--- START ---

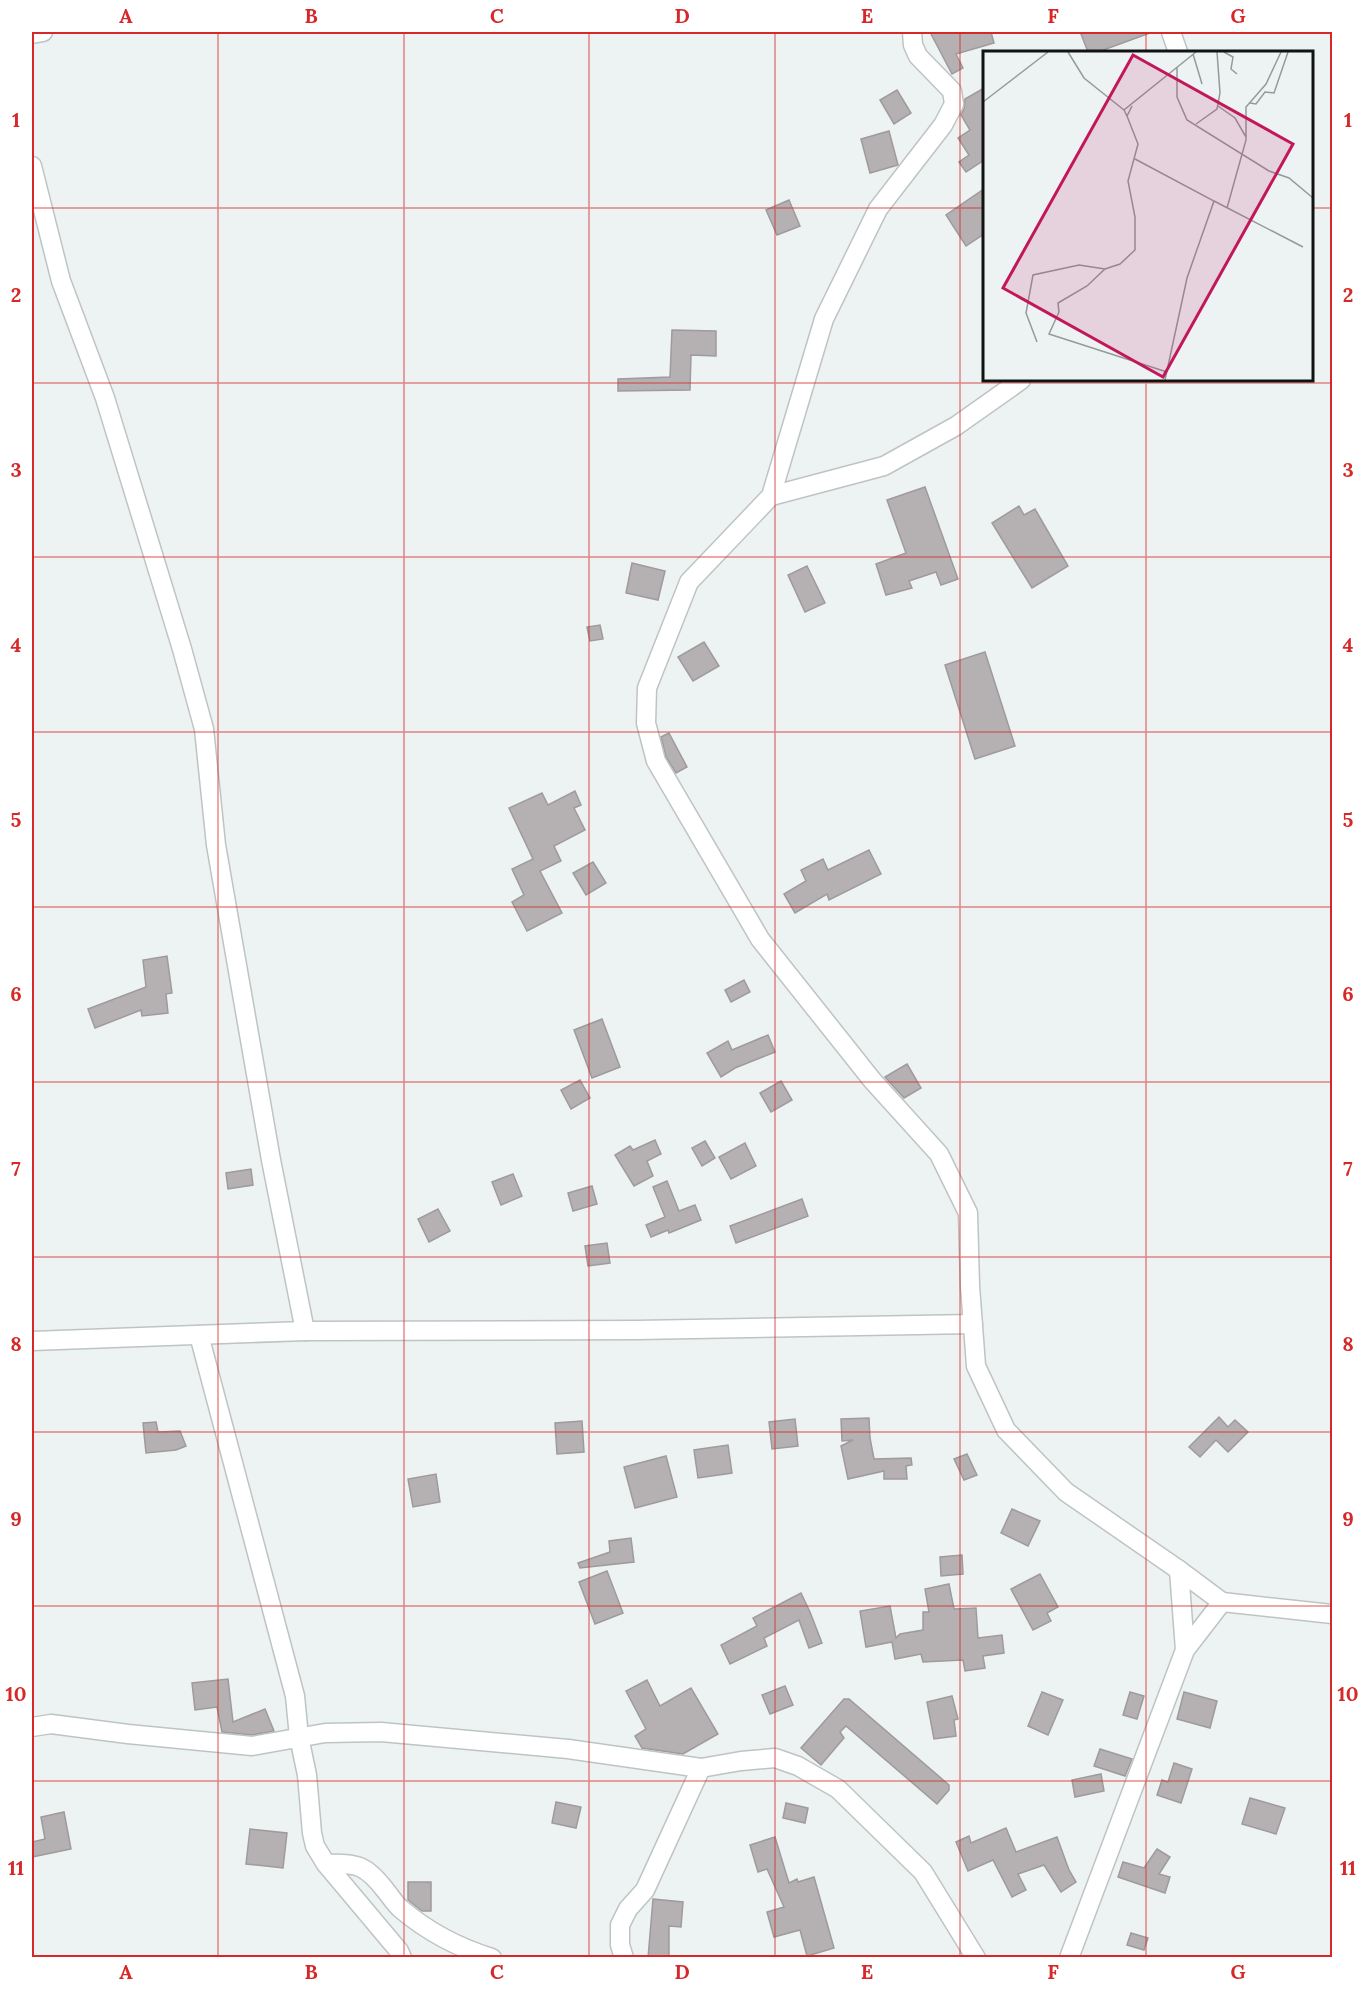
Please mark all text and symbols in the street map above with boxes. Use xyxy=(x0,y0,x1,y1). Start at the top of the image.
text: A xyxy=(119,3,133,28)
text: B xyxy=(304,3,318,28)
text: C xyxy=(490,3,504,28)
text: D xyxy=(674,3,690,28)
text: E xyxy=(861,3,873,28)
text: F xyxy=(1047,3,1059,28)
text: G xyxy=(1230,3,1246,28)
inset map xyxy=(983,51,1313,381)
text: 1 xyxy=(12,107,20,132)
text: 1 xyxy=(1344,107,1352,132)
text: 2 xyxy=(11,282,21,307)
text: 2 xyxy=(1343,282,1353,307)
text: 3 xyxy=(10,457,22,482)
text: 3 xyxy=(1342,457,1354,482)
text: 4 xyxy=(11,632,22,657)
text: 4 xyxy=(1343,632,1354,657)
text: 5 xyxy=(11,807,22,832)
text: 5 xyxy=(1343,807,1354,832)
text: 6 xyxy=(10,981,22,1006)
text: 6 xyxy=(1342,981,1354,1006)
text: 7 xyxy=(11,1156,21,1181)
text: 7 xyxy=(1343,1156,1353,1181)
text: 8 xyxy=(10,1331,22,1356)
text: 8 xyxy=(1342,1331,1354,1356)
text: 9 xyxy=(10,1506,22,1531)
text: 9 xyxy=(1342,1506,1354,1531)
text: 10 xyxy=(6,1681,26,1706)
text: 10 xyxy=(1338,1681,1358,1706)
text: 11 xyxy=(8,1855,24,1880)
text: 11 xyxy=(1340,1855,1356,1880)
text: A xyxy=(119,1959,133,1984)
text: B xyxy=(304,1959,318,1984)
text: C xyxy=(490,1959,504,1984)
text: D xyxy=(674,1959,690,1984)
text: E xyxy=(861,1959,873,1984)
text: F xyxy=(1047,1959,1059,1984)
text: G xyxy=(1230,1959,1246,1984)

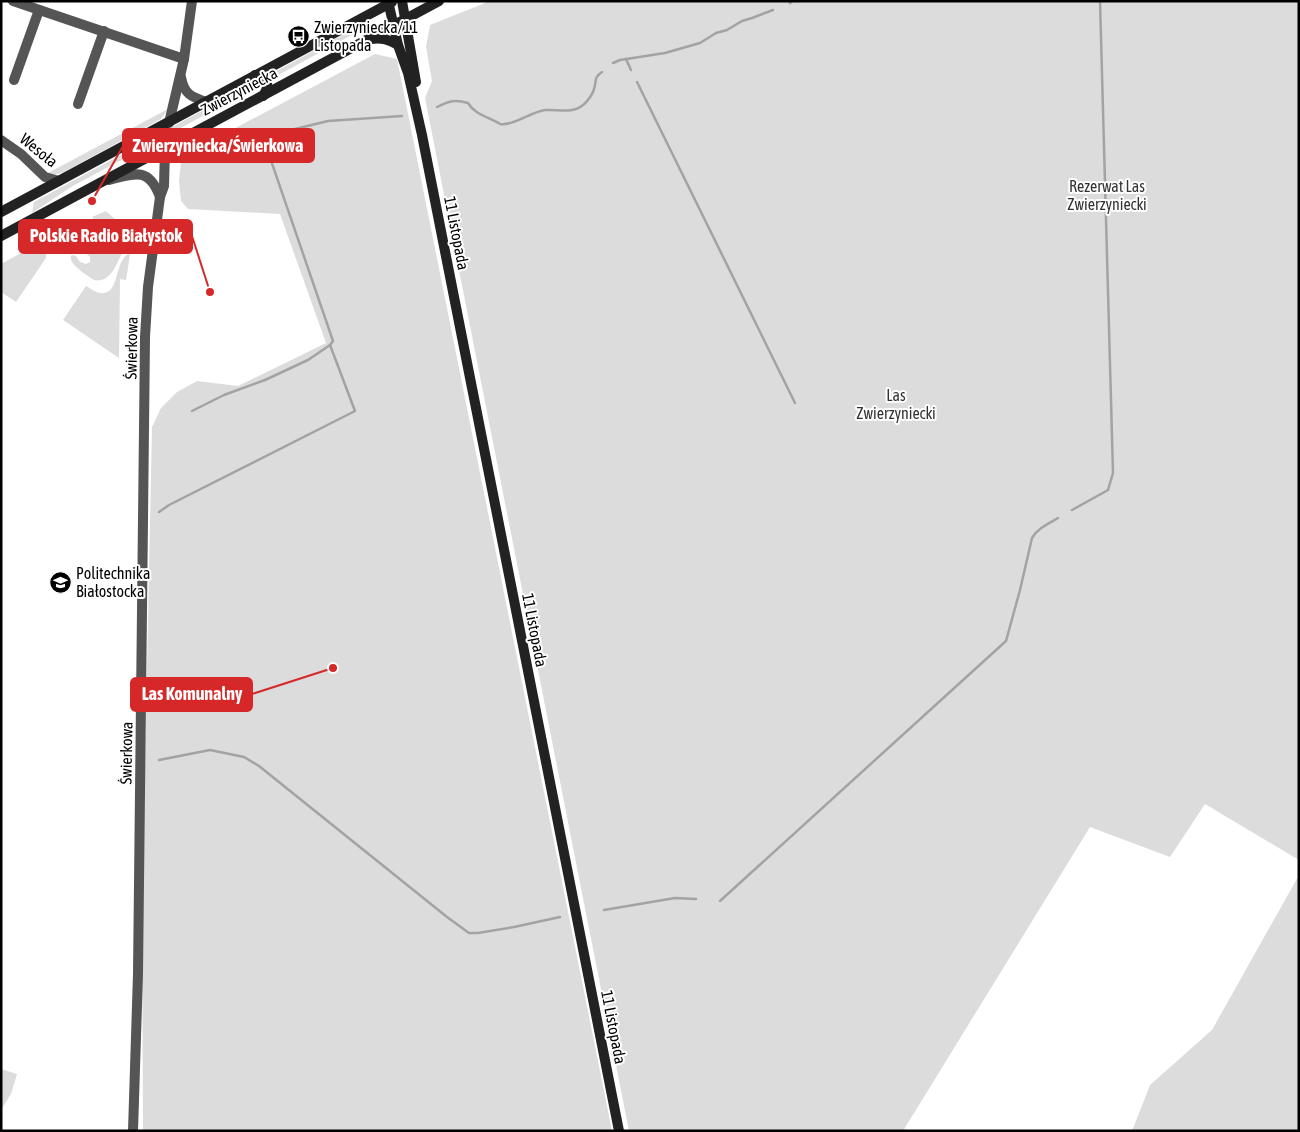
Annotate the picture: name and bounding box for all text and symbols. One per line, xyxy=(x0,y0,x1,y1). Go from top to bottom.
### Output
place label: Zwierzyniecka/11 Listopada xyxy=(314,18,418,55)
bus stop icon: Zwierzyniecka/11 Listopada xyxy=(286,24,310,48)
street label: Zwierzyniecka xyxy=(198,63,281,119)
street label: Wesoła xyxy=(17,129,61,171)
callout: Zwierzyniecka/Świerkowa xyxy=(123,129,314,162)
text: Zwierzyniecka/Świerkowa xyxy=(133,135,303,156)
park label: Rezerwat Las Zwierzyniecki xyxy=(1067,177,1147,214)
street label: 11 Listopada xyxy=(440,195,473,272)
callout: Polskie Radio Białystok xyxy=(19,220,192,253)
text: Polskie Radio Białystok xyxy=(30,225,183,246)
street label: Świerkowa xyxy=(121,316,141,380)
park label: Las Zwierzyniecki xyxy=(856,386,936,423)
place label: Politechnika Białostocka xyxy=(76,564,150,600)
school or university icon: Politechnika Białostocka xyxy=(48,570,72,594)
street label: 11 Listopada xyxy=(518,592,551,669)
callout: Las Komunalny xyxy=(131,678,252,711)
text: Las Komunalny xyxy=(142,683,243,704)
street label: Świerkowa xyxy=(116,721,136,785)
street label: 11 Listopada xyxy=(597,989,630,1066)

--- END ---

## EXERCISE DIRECTIONS
Give every line above again exactly, with no pictures.

## PROBLEM SOLUTION
Please mark all text and symbols in the street map above with boxes. Use xyxy=(x0,y0,x1,y1). Start at the top of the image.
text: A xyxy=(119,3,133,28)
text: B xyxy=(304,3,318,28)
text: C xyxy=(490,3,504,28)
text: D xyxy=(674,3,690,28)
text: E xyxy=(861,3,873,28)
text: F xyxy=(1047,3,1059,28)
text: G xyxy=(1230,3,1246,28)
inset map xyxy=(983,51,1313,381)
text: 1 xyxy=(12,107,20,132)
text: 1 xyxy=(1344,107,1352,132)
text: 2 xyxy=(11,282,21,307)
text: 2 xyxy=(1343,282,1353,307)
text: 3 xyxy=(10,457,22,482)
text: 3 xyxy=(1342,457,1354,482)
text: 4 xyxy=(11,632,22,657)
text: 4 xyxy=(1343,632,1354,657)
text: 5 xyxy=(11,807,22,832)
text: 5 xyxy=(1343,807,1354,832)
text: 6 xyxy=(10,981,22,1006)
text: 6 xyxy=(1342,981,1354,1006)
text: 7 xyxy=(11,1156,21,1181)
text: 7 xyxy=(1343,1156,1353,1181)
text: 8 xyxy=(10,1331,22,1356)
text: 8 xyxy=(1342,1331,1354,1356)
text: 9 xyxy=(10,1506,22,1531)
text: 9 xyxy=(1342,1506,1354,1531)
text: 10 xyxy=(6,1681,26,1706)
text: 10 xyxy=(1338,1681,1358,1706)
text: 11 xyxy=(8,1855,24,1880)
text: 11 xyxy=(1340,1855,1356,1880)
text: A xyxy=(119,1959,133,1984)
text: B xyxy=(304,1959,318,1984)
text: C xyxy=(490,1959,504,1984)
text: D xyxy=(674,1959,690,1984)
text: E xyxy=(861,1959,873,1984)
text: F xyxy=(1047,1959,1059,1984)
text: G xyxy=(1230,1959,1246,1984)

Annotate the picture: name and bounding box for all text and symbols. One per line, xyxy=(x0,y0,x1,y1). Go from top to bottom.
### Output
place label: Zwierzyniecka/11 Listopada xyxy=(314,18,418,55)
bus stop icon: Zwierzyniecka/11 Listopada xyxy=(286,24,310,48)
street label: Zwierzyniecka xyxy=(198,63,281,119)
street label: Wesoła xyxy=(17,129,61,171)
callout: Zwierzyniecka/Świerkowa xyxy=(123,129,314,162)
text: Zwierzyniecka/Świerkowa xyxy=(133,135,303,156)
park label: Rezerwat Las Zwierzyniecki xyxy=(1067,177,1147,214)
street label: 11 Listopada xyxy=(440,195,473,272)
callout: Polskie Radio Białystok xyxy=(19,220,192,253)
text: Polskie Radio Białystok xyxy=(30,225,183,246)
street label: Świerkowa xyxy=(121,316,141,380)
park label: Las Zwierzyniecki xyxy=(856,386,936,423)
place label: Politechnika Białostocka xyxy=(76,564,150,600)
school or university icon: Politechnika Białostocka xyxy=(48,570,72,594)
street label: 11 Listopada xyxy=(518,592,551,669)
callout: Las Komunalny xyxy=(131,678,252,711)
text: Las Komunalny xyxy=(142,683,243,704)
street label: Świerkowa xyxy=(116,721,136,785)
street label: 11 Listopada xyxy=(597,989,630,1066)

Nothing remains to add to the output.